Me dije mientras que intentaba hacer que mis piernas obedecieran a la orden de correr sin detenerme en algún punto como hice minutos atrás, de alguna manera, justo en esta noche, me sentía un humano común y corriente, una escoria que estaba huyendo de lo que desconocía y que su cerebro no lograba comprender por ninguna forma que se le mire.

Esto no era lo común para mi cerebro tan sobre desarrollado que poseo, pero de igual forma, si no logró salir de esta situación no podré seguir utilizándolo para mostrarle las verdades al mundo.

— ¿Crees qué puedes huir cuando se te la gana?

Maldito humano de mentira —decía mientras que extendía sus alas descubriendo un brillo gigante de sus plumas negras—.

No siempre encontraras la respuesta… o al menos no cuando te enfrentes en este tipo de casos.

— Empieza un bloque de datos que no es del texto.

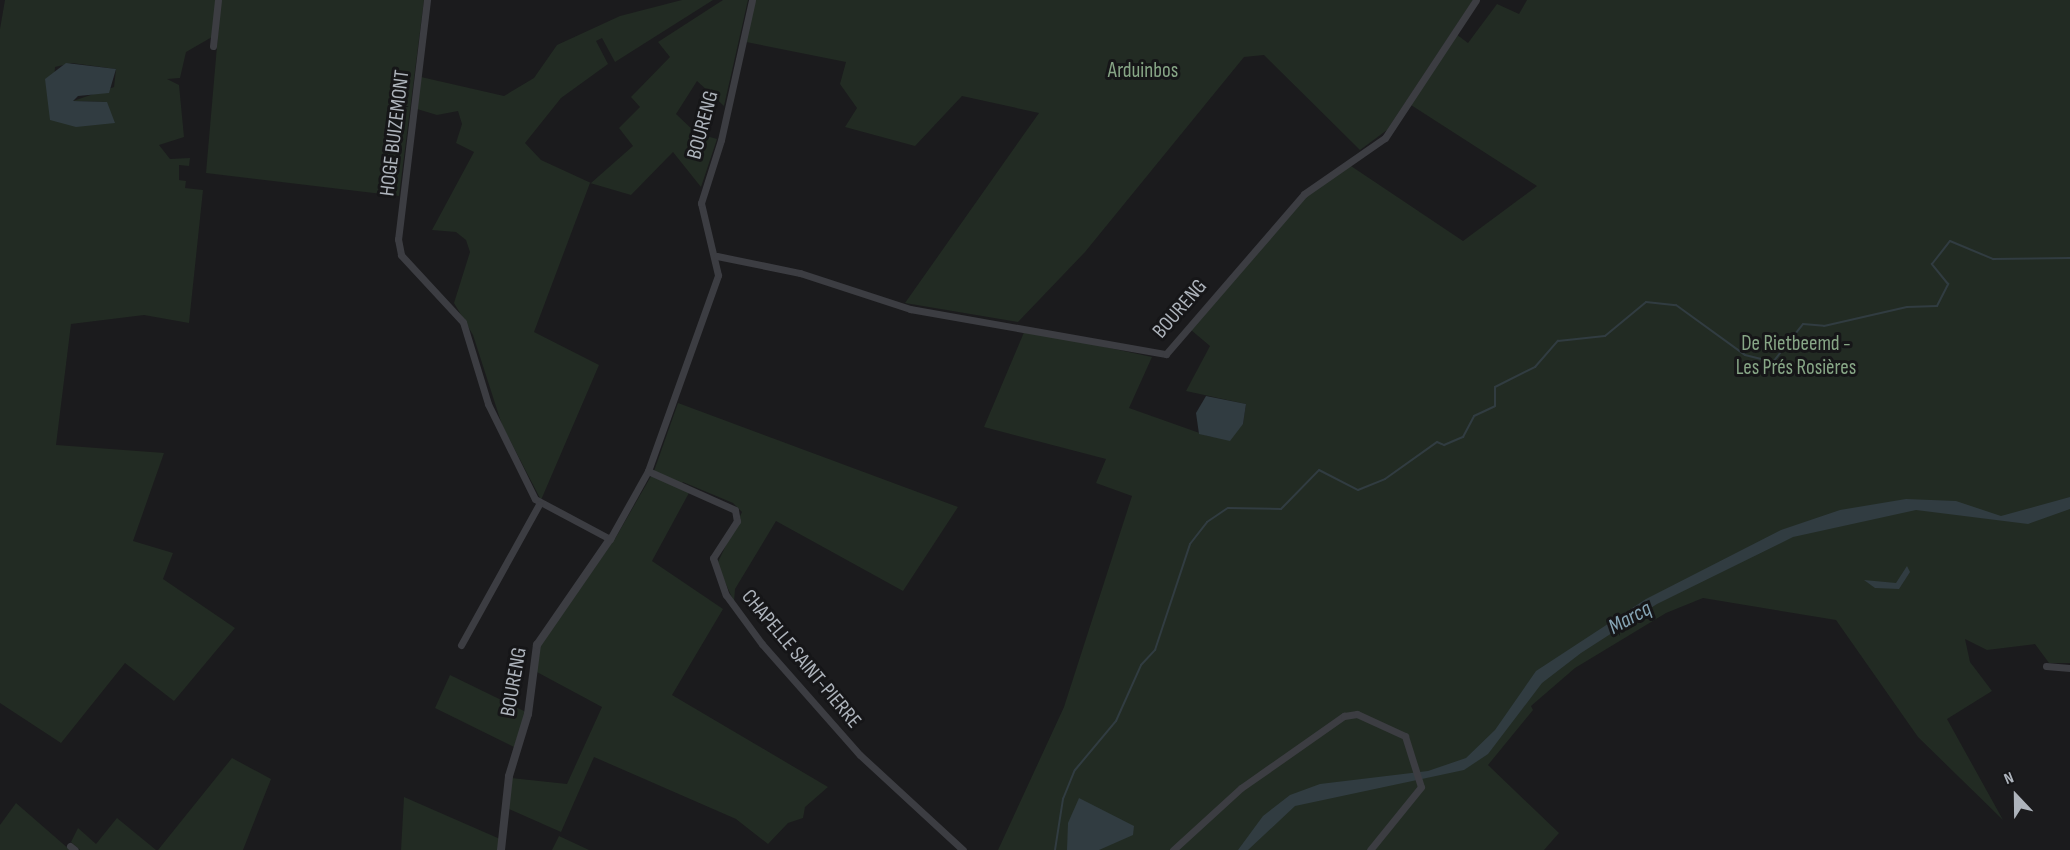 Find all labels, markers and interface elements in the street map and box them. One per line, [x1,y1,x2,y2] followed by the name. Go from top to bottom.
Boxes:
[1108,58,1178,84] park label: Arduinbos
[375,68,415,198] street label: HOGE BUIZEMONT
[682,88,724,162] street label: BOURENG
[1148,274,1212,344] street label: BOURENG
[1736,331,1856,381] park label: De Rietbeemd - Les Prés Rosières
[736,585,866,733] street label: CHAPELLE SAINT-PIERRE
[1604,596,1656,640] water label: Marcq
[496,645,532,719] street label: BOURENG
[1986,766,2046,826] north arrow
[2002,768,2017,789] text: N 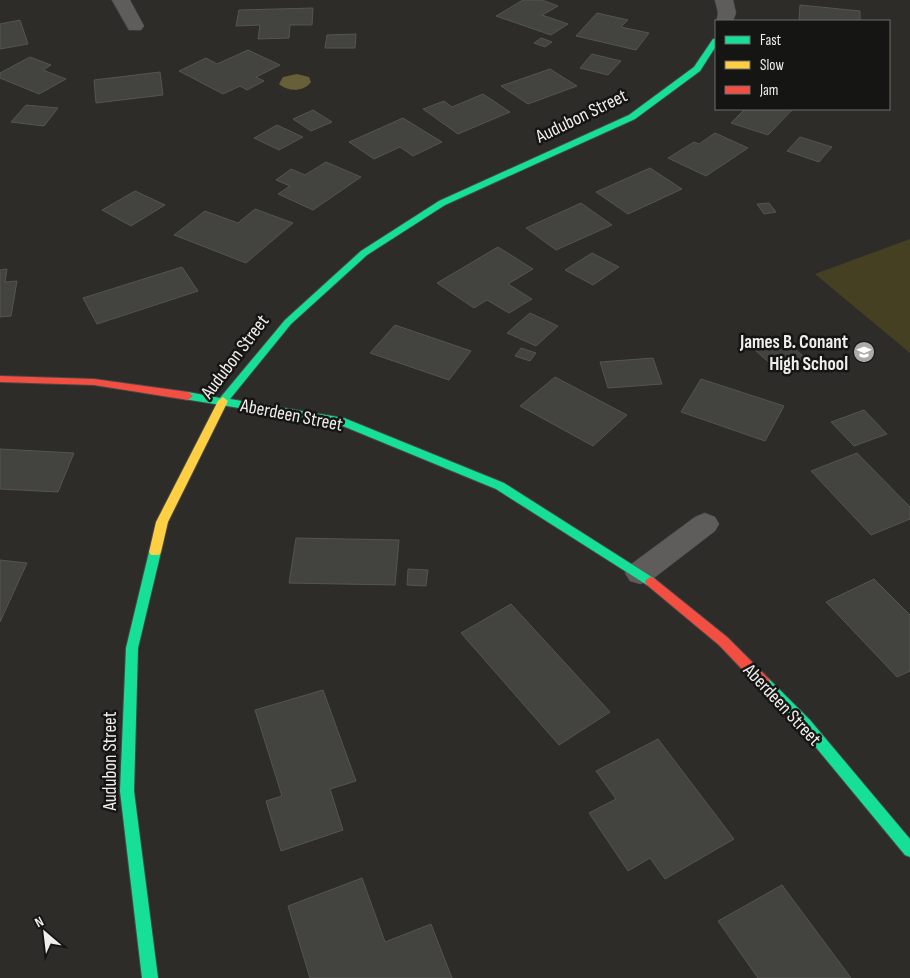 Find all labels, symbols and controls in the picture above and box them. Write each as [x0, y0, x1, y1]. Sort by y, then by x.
legend [715, 20, 890, 110]
text: Fast [760, 31, 782, 50]
text: Slow [760, 56, 784, 75]
text: Jam [759, 81, 778, 100]
street label: Audubon Street [531, 84, 631, 149]
street label: Audubon Street [196, 310, 274, 404]
place label: James B. Conant High School [739, 331, 848, 376]
school or university icon: James B. Conant High School [852, 340, 876, 364]
street label: Aberdeen Street [238, 394, 345, 437]
street label: Aberdeen Street [738, 659, 826, 751]
street label: Audubon Street [99, 711, 122, 811]
north arrow [20, 908, 70, 958]
text: N [32, 913, 46, 931]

Este maldito sentimiento hacía que mi cuerpo no se pudiera mover y que mi mirada se quedara fija en cómo ese cuervo empezaba a levitar entre la niebla.

Me veía con esos dos ojos vacíos que no eran natural en algún ser con vida… pero era imposible que no la tuviera, esa cosa me estaba hablando, es maldita cosa estaba al frente de mí.

— ¿Recuerdas aquella frase que tanto te repetiste cuando empezaste en este mundo?

—Me preguntó con un tono tan desafiante que hizo que mi sangre se detuviera por un momento quedándose estancada en mis venas—.

Cría cuervos… y te sacarán los ojos… Una fuerte ventisca se accedió directamente hacía mi cara, así también consigo trajo a gran velocidad el grande y filoso pico del cuervo hacia todo el centro de cara… Todo se hizo negro de repente, el frio se había desaparecido de un momento a otro, sentía como mi cuerpo estaba recostado en una delicada piel que daba toda la comodidad posible, mi mente además de confundida se sentía despejada a la misma vez, mi respiración era correcta, no me faltaba ni la más mínima pisca de aíre, un cansancio inminente empezó a llenar cada musculo de mi cuerpo dándome esa sensación de paz, como la que me describían cada persona que haya pasado por la mal dicha de casi llegar al final de la vida.

Aunque quisiera, mis ojos se sentían tan pesado que su tuvieran que cargar con un gran peso encima de ellos… un gran bostezo salió de mi boca y me adentré a un extraño sueño que no era casual en mí.